Fukushima and Kaido say their choice has ultimately turned out for the best.

Until Fukushima was around 18, she initially accepted the fact she would most likely have to change her name upon marriage. The more she thought about it, the more she opposed taking such action.

“I am Mizuho Fukushima and I didn’t understand why I had to be absorbed and merged (into another family),” Fukushima says. “In order to register our marriage certificate, we had to have the same last name. And so, we decided to choose a lifestyle that allowed us to keep both of our names.”

Initially, the decision to spurn marriage was not a big deal. They were a young couple in a stable relationship who were starting their careers as lawyers. Fukushima eventually became a member of the Upper House and led the Social Democratic Party for a decade until 2013. Kaido, meanwhile, is one of the country’s leading lawyers in the field of human rights.

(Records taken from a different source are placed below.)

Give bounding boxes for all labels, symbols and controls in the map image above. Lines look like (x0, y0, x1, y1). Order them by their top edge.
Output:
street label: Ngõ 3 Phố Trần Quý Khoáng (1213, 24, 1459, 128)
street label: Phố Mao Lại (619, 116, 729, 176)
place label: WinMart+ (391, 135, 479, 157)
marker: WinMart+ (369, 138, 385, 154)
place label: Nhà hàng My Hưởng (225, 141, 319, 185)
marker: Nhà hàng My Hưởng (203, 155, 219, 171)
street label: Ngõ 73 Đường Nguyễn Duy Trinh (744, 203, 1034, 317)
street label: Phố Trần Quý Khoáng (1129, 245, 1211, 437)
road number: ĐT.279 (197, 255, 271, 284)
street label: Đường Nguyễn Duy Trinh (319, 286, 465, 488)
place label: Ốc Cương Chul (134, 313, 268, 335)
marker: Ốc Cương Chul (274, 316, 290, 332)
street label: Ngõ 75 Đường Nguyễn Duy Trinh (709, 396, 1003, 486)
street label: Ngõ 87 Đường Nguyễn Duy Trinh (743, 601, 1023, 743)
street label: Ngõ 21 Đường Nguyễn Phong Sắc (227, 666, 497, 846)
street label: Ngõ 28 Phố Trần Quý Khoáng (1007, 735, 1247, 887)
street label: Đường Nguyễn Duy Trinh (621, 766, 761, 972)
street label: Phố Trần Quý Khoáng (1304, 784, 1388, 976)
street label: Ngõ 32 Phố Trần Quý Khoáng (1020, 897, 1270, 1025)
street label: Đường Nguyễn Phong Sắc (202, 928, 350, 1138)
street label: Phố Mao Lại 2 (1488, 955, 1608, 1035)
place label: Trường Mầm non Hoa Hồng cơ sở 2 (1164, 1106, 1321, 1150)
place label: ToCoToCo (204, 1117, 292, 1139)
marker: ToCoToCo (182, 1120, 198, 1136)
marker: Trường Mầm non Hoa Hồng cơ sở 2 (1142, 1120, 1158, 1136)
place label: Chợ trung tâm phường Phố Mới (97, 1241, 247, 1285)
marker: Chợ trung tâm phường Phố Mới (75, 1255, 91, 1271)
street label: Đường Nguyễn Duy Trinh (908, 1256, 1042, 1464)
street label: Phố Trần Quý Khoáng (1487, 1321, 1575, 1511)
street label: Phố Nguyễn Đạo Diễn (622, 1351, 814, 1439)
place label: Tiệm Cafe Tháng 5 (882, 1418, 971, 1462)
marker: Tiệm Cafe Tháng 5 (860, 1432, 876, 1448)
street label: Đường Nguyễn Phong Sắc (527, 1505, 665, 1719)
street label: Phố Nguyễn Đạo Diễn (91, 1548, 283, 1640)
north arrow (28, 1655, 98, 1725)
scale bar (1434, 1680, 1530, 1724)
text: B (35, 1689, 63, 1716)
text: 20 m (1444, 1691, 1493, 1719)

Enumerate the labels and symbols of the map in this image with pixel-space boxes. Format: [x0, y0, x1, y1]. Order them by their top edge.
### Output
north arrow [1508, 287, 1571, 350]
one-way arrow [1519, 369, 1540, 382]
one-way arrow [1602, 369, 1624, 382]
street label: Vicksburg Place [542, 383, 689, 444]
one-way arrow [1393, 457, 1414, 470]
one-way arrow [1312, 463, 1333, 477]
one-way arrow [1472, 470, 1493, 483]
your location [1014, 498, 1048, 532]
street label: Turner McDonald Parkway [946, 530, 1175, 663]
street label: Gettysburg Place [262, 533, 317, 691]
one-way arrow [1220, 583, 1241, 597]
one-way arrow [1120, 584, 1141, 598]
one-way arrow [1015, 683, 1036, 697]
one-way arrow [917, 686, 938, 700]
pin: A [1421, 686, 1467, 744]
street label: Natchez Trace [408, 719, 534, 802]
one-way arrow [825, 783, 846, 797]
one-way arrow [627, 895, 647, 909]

Kaido says he understood where Fukushima was coming from because he also wanted to retain his last name.

“I felt like I was going to completely lose my identity by becoming Yuichi Fukushima, which also happened to be the name of an acquaintance of mine,” Kaido says. “It goes against gender equality to make a woman take her husband’s name. The only fair way for us to have sorted this out would have been for us to choose by lottery.”

Things changed, however, when Fukushima became pregnant at the age of 30. Although it was a planned pregnancy, Fukushima was torn because her child would be born out of wedlock if they didn’t have a marriage certificate.

Many couples who abstain from getting married in order to retain their last names officially register their unions at their ward offices, filing for divorce after the certificate is accepted.

Although Fukushima stopped by her local ward office to get the requisite certificates, the couple ultimately decided to not to register their marriage.

“Having a baby without a marriage certificate is one of the hardest decisions I’ve ever had to make in my life,” Fukushima says. “I was so worried that our child would be the object of discrimination.”

‘Extreme individualism’?

Surnames weren’t historically common in Japan, with last names only handed down by samurai families.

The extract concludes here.